• TRY IT: Output exactly the lines from the first line of the records below through the line containing "position:absolute; left:884px; top:21px;", both included, leaving out any pictures.

• INPUT DATA:
=== Begin Enclosure ===
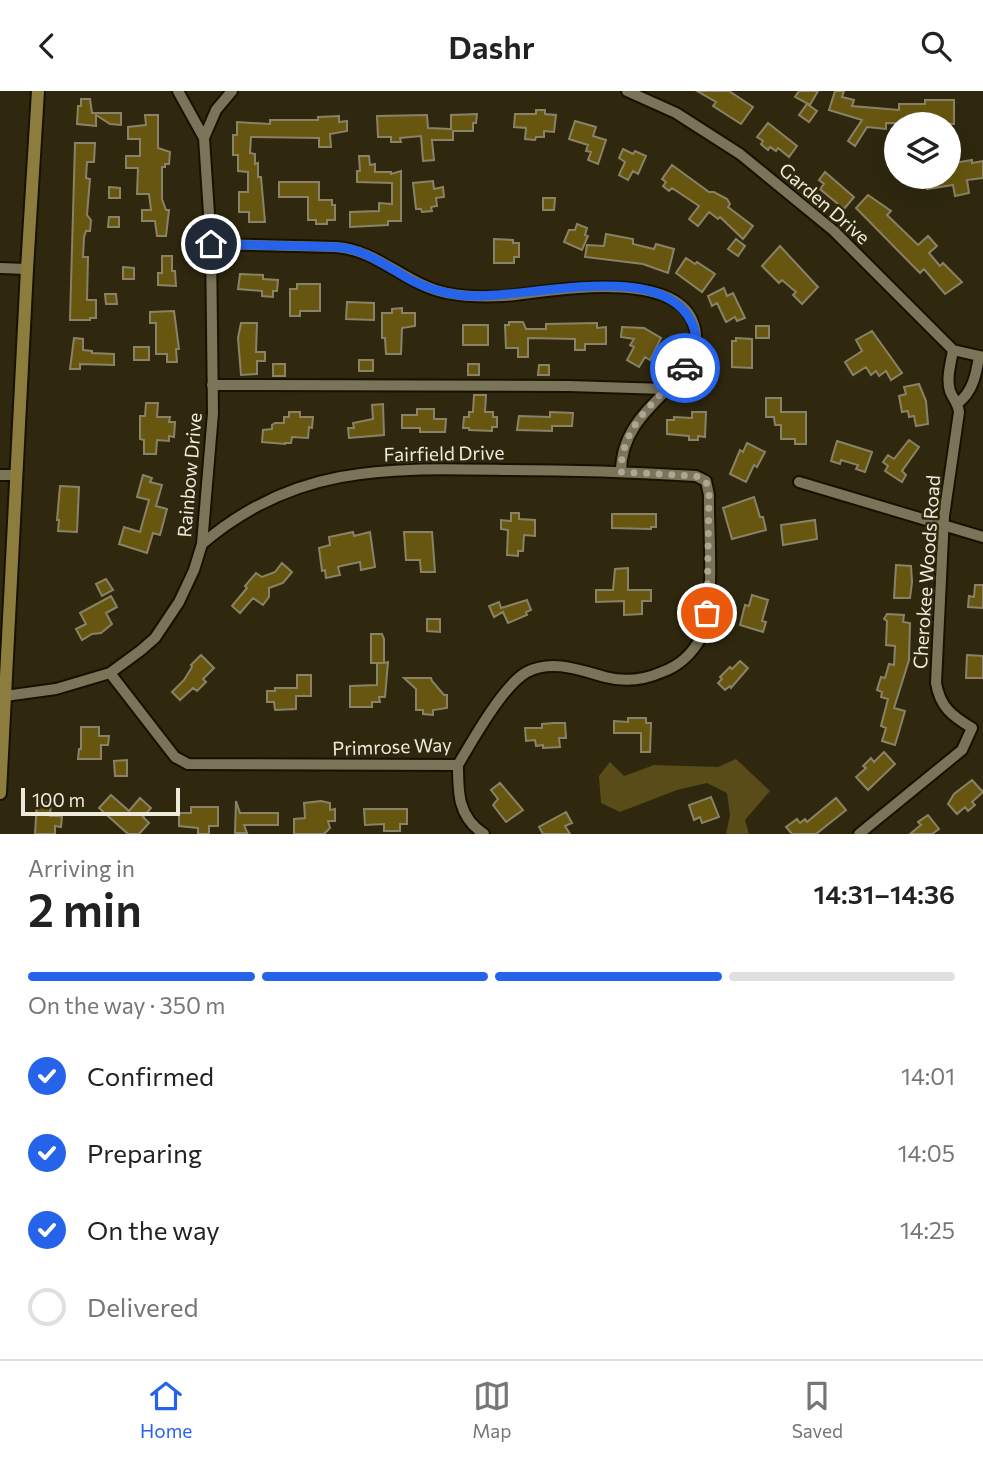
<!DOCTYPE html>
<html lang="en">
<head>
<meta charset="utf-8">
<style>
  :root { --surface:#fff; --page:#f2f2f2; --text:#222; --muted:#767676; --line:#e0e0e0; --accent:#2563eb }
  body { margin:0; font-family:Commissioner,sans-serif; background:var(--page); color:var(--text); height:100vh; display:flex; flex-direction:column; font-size:26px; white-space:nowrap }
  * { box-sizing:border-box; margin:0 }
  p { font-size:23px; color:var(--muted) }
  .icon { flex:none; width:38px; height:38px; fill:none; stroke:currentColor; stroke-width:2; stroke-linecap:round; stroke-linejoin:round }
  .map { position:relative; height:743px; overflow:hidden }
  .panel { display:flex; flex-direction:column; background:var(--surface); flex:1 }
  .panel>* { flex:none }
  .controls { position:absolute; left:884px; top:21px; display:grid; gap:14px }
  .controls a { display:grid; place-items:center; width:77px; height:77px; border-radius:50%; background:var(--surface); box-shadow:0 7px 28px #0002; font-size:35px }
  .scale { position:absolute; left:21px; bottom:18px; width:159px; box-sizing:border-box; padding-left:7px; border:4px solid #eeebdb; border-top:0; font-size:19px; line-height:24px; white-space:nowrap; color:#eeebdb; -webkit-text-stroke:5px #2f280f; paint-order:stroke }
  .pin { position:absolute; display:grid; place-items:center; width:60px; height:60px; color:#fff; margin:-30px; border:4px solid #fff; border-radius:50%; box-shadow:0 2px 7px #0007 }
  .courier { position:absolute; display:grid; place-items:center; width:70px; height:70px; margin:-35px; border:5px solid #2563eb; border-radius:50%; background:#fff; color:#222; box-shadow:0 2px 9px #0007 }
  .headline em { font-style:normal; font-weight:600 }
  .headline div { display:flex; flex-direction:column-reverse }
  .headline { display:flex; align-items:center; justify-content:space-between; height:119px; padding:0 28px }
  h1 { font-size:46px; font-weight:600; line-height:52px }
  .bar { display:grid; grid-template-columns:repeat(4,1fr); gap:10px 7px; align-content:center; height:84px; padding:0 28px }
  .bar i { height:9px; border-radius:5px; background:var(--line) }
  .bar .active { background:var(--accent) }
  .bar p { grid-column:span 4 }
  ol { padding:0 28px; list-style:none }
  li { display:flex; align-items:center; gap:21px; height:77px }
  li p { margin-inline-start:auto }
  li .icon { padding:7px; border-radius:50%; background:var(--accent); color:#fff; stroke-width:4 }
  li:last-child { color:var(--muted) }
  li i { width:38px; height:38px; border:4px solid var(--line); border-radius:50% }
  header { display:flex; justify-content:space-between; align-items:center; height:91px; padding:0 28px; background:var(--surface); font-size:32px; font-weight:600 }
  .tabs { display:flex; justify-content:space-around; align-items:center; height:98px; border-top:2px solid var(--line); background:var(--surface); font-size:19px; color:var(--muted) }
  .tabs a { display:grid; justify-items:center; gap:4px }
  .tabs .active { color:var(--accent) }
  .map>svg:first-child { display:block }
  .green { fill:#594c19 }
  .building { fill:#66560f; stroke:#8a8267; stroke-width:2 }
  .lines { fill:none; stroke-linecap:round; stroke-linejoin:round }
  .minor-casing { stroke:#171100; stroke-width:14 }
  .major-casing { stroke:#171100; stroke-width:16 }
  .minor { stroke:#7b7459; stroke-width:10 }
  .major { stroke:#8c7d3f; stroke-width:12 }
  .done { stroke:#aba794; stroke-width:7; stroke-dasharray:0 12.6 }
  .route { stroke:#2563eb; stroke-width:9 }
  .labels { text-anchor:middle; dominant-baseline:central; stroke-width:5; stroke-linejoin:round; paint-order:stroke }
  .street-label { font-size:19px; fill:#eeebdb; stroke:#2f280f }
</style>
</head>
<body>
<header><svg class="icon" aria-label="back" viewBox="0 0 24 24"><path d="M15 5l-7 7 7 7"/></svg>Dashr<svg class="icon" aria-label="search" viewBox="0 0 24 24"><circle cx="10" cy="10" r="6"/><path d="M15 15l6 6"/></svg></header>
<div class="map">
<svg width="983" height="743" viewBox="0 0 983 743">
  <rect width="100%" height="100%" fill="#2f280f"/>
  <path class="green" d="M736 668 770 700 745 729 749 743H726L730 724 727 702 707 692 677 699 620 721 601 712 599 685 610 671 624 685 654 674 718 676Z"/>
  <path class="building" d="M697 0H729L753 16 741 33 713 15 716 11Z
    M799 0H818L810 14 795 6Z
    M835 0H844L842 6 854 9 852 15 899 19V13H925V9H954V33L886 32V38L867 36 855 55 848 50 862 29 829 19Z
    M81 8H90L92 22H121V34L110 33 96 24V35L77 33 78 15H81Z
    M807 13 817 20 809 31 799 24Z
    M536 19H545V23L556 24 554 41 544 40V46H536L535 49 525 48 526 37 514 36 515 23H536Z
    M477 23 476 32H473V40H453V49H432L434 69 423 70 421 45 400 47 401 51H391V46H378L377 25 427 24 428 37 451 38V24Z
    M145 24H158V57L170 61 169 73H165V76H162V108L166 119H169L166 145H157L155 130H142V119H151L149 103H137L138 77H126V65H140V48H128V36L146 34Z
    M339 25V31L347 30V40L330 43 331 56H319V47L251 46 250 62 255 63V73L258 72V86H261L265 131H249V121H239V101H248V81L238 80V64H233V44H237V31L270 33V29H318V26Z
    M575 30 596 36 593 45 606 49 598 73 588 69 591 61 586 60 588 54 569 48Z
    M768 32 797 55 789 66 778 57 776 60 770 56 768 59 761 53 763 50 757 46Z
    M75 52H95L94 71H87L86 87 90 88 87 124 91 129 90 140H86L84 146 83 166H88L87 209H96V227H90V229H70Z
    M623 58 633 63 635 60 646 65 638 83 633 80 628 89 619 84 625 71 619 67Z
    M359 65H369L370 74 375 73V81H391V83L401 80V130H388V134L350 136V121L379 120V112L392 113V92L357 91V80H360Z
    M972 69V72L983 70V87L967 89 969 102 955 105 953 94 927 98 925 86H948V73Z
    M672 74 709 101H714L727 108 730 113 728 116 753 135 743 148 720 126 718 128 709 121 698 135 689 128 699 115 672 97 669 100 663 95 666 91 662 88Z
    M825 81 854 106 844 118 820 98 824 93 819 89Z
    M433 90 434 98 443 96 444 106 436 107 437 115 431 116 432 120 422 121 421 118H416L413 92Z
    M279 91H319V109H332V114H335V129H327V133H316V129H308V106H279Z
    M109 96 120 97V107H109Z
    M868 104 891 120 887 124 918 154 928 145 937 155 929 162 940 175 943 172 962 191 945 203 924 178 920 182 856 117Z
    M543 107H555L554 119H543Z
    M109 126H119V136H108Z
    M577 133 587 137 585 144 588 145 582 159 564 151 569 139H575Z
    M606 143 633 148V153L654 158 656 153 674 158 668 182 643 173 585 166 587 154 604 155Z
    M494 148 513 149V152H519V166H514V172H494Z
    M736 148 745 155 738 165 728 158Z
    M780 155 818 196 802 213 793 204 796 201 782 189 779 192 762 175Z
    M162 165H172V180H175L176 195 158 194V182H162Z
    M686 167 695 173 697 171 715 183 702 201 676 182Z
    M123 176 134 177V188H123Z
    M240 183 263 184V188L278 189 277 200H273V206L262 205V200L238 198Z
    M297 193H320V220H300V225H290V198H297Z
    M724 197 727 205 733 202 745 227 737 230 735 226 726 231 717 212 712 215 708 205Z
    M105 203H116L117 213H106Z
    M347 211 374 212V229L346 228Z
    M402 217V222H415V235L402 237 401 263H386L385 247H382V222H392V218Z
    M174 220 179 258H176L177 271H167V263H156V232H150V221Z
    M509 231H523L526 238H546V233L597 232V237L606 236V253H585V259H575V248L528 247V266H518V257H506L505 234H509Z
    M241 232H257L256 261H265V270H257V283L241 284 238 247Z
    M463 234H488V254H463Z
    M756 235H769V247H756Z
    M622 236 644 237 661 247 650 269 645 266 639 276 627 269 634 256 630 254 634 248 621 246Z
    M872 240 902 282 891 289 886 280 879 285 876 280 871 284 866 276 853 284 845 271 862 260 856 249Z
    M74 247 83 248V259L92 260V262L114 263V274L80 273V278H70Z
    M736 247 752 248V277L732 276V250H736Z
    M134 256H149V269H134Z
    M359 269H373V280H359Z
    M273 273H285V285H273Z
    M468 273H479V284H468Z
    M539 274H549V284H538Z
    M919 293 926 310 928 333 916 335 914 325 909 326 908 320 902 321 899 305 906 303 904 296Z
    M474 304H486L485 321H493V326H497V336H492V340L469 339V337H463L464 326H469V321H473Z
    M766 307H781V321H806V353H795V348H781V334H775L774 326H766Z
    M146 312H158L157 326H170L169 331H175L174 346 169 345V350L157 349 156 363H144V349L140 348V325H145Z
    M383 313 384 344 349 347 348 337H354L353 332 373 328 372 314Z
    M417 318H434V328H446L445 341H420V337H402V324H417Z
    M289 321H300V326H313L312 337 309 336 308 347 292 346 291 352H285V353L262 351 263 339 272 338V334L275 332H284V326H289Z
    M550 321 573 322 572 335H552V340L517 339 519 325 550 326Z
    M692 321H706L705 346 698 345V349H689V345L667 343V329H674V326L692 327Z
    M909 349 919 356 902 380 906 384 902 391 885 380 888 375 883 371 888 364 894 368Z
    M837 350 872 361 865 381 856 378 858 374 841 369 840 373 831 370Z
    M747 352 765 361 757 376 754 374 746 391 730 383 740 359 743 361Z
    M143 384 152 387 150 391 162 394 156 415 167 418 160 444 153 442 147 462 119 453 124 436 140 441 149 409 137 406Z
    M60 395 79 396 77 441 58 440 59 429H57Z
    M754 406 760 426H763L766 439 732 448 723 417Z
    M511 422H519V428L535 429V445L524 444 523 460H518V465L507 464 508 439 501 438V429L511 430Z
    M612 423H656V436H651V438L612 437Z
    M815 429 817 448 783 454 781 434Z
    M353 441 354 445 370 441 375 476 361 479 360 471 341 475 338 476 340 484 326 487 325 479 322 480 319 457 330 454 329 446Z
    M404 441H432L435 481H421L420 469H406Z
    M282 472 292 481 283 492 269 497V506L263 514 253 507 240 522 232 515 247 497 245 495 256 482 262 486 275 481Z
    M896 474 911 475 912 491 910 507H894Z
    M628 477V499H651V510H642V523L624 524V510L596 511V499H613L615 478Z
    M106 488 113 499 102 505 96 493Z
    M975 494H983V517L968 516 969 505 974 506Z
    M752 504 768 509 762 530 766 531 763 541 740 534 745 514 749 515Z
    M111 505 117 516 106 522 112 533 101 542 92 543 82 549 76 538 86 533 80 522Z
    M527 509 531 519 526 521 527 524 508 532 503 521 494 526 489 515 499 511 501 517Z
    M887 523 904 524 903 531 910 532 909 569 894 617 905 620 895 654 882 650 886 637 881 635 888 608 881 606 882 601 877 599 881 586 885 587 889 573 894 574 895 555 886 554 887 530 884 528Z
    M427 528H440V541L427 540Z
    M371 543H382L384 548V572L388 571 385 606H379L380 611H372V616H350V595L377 594V572H383H371Z
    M201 564 214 577 203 588 206 591 197 600 193 597 180 609 172 601 184 589 192 576 191 574Z
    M967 564 983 565V587H966Z
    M740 570 748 577 731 597 730 595 725 599 718 592 722 588 720 586 730 576 732 578Z
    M297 584H311V605H296V618L275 619 274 611H267V600H275V597H297Z
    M404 587H431L432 590 444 604H447V617L433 619V624L423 623V619H416V598Z
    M628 627H646V632H651L650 661H641V642H614V630L628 631Z
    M554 632H565L566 647H559L560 656 543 657V654L536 655 535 649 526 650 525 637H542V633Z
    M81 636H99V645H109L108 654H101V668H78L79 658H81Z
    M884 661 895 673 868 699 856 686 866 677 863 675 871 667 874 671Z
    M127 669V685H115L114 670Z
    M972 689 983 701 972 711 975 714 968 720 965 716 957 723 948 713 954 703Z
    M500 692 523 719 506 731 493 714 498 708 491 699Z
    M111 704 129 720 140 707 151 717 143 726 149 732 139 743H128L99 717Z
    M711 706 719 726 702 732 700 726 694 729 689 714Z
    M836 707 846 719 816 743H792L786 736 797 728 800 732 805 728 807 731Z
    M236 710 240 722H278V734H244L247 742H235Z
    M321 710 330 712V719L335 718V730H328L330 737 324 743H294V728L305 727 304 712Z
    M37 711 51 712 50 725H62L61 736 55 735V743H35Z
    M191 716H218V735H209V743H198V737L179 735V722H191Z
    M364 718H407V733H400V740H384V733L365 734Z
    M566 721 572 732 565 735 570 743H543L539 736Z
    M928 724 939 738 932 743H910L921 734 918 731Z"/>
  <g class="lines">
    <defs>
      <path id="minor" d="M627 0 676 22 740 63 834 140 953 259 983 266
        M204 47 216 19 232 0
        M211 153 335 156C377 158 406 194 447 202 466 206 485 206 505 205 550 201 701 170 696 253 694 295 621 315 621 381
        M0 177 27 178
        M953 259C951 272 946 287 950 300 953 308 958 312 959 321L944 425 936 592C940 616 952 625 972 637
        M212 294 569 295 665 298
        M958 312C973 301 976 283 979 266
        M0 384H16
        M799 391 983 446
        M110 582 175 666 188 673 458 674C472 650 504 593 527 581 552 568 580 579 605 586 624 591 644 589 662 581 679 575 693 562 701 546 716 513 708 442 709 404L706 390 696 385C632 381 568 379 504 379 389 377 295 373 202 453
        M5 605 56 598 110 582 140 560 155 547 179 511 194 479 202 453 213 322 211 153 204 47 178 0
        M458 674C458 702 458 726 484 743
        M859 743 962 659 972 637"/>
      <path id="major" d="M0 702 27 178 38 0"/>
    </defs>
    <use href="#minor" class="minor-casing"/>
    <use href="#major" class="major-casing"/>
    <use href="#minor" class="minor"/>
    <use href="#major" class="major"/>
  </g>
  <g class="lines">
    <path class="done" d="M685 277C657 311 621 333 621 381L696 385 706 390 709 404 707 522"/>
    <path class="route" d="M211 153 335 156C360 157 378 170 399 182 417 194 438 201 459 204 519 212 660 164 692 232 700 249 695 263 685 277"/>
  </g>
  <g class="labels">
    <g class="street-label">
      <text transform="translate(825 112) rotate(41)">Garden Drive</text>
      <text transform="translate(444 362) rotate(-1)">Fairfield Drive</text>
      <text transform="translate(189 384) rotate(-85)">Rainbow Drive</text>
      <text transform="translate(926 481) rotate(-86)">Cherokee Woods Road</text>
      <text transform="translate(392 655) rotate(-2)">Primrose Way</text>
    </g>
  </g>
</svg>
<div class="controls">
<a><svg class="icon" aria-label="layers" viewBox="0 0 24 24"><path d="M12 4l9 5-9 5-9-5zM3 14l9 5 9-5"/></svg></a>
</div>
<div class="scale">100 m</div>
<div class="pin" style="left:707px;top:522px;background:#ea580c"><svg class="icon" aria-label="bag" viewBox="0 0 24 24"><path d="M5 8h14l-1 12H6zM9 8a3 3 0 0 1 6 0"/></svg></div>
<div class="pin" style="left:211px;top:153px;background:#1f2937"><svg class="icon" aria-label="home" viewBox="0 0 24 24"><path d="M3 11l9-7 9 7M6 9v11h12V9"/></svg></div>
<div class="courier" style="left:685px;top:277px"><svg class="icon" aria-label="car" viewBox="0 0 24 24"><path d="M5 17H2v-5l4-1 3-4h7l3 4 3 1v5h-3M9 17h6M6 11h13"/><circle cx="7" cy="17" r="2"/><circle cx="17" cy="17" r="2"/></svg></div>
</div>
<section class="panel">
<div class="headline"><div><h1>2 min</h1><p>Arriving in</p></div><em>14:31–14:36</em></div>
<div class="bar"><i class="active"></i><i class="active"></i><i class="active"></i><i></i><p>On the way · 350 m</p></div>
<ol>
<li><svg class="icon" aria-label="check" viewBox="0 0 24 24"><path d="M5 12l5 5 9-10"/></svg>Confirmed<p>14:01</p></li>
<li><svg class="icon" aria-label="check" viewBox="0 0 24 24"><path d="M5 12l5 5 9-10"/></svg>Preparing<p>14:05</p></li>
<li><svg class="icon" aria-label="check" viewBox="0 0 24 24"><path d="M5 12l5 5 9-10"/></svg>On the way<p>14:25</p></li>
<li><i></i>Delivered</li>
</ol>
</section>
<nav class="tabs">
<a class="active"><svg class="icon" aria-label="home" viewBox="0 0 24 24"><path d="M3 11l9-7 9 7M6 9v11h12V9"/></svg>Home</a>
<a><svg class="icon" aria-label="map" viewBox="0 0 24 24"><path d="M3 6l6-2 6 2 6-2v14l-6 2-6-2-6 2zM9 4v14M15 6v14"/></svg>Map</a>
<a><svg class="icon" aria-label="saved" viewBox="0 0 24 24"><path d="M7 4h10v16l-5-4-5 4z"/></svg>Saved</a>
</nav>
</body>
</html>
=== End Enclosure ===
• ANSWER AREA:
<!DOCTYPE html>
<html lang="en">
<head>
<meta charset="utf-8">
<style>
  :root { --surface:#fff; --page:#f2f2f2; --text:#222; --muted:#767676; --line:#e0e0e0; --accent:#2563eb }
  body { margin:0; font-family:Commissioner,sans-serif; background:var(--page); color:var(--text); height:100vh; display:flex; flex-direction:column; font-size:26px; white-space:nowrap }
  * { box-sizing:border-box; margin:0 }
  p { font-size:23px; color:var(--muted) }
  .icon { flex:none; width:38px; height:38px; fill:none; stroke:currentColor; stroke-width:2; stroke-linecap:round; stroke-linejoin:round }
  .map { position:relative; height:743px; overflow:hidden }
  .panel { display:flex; flex-direction:column; background:var(--surface); flex:1 }
  .panel>* { flex:none }
  .controls { position:absolute; left:884px; top:21px; display:grid; gap:14px }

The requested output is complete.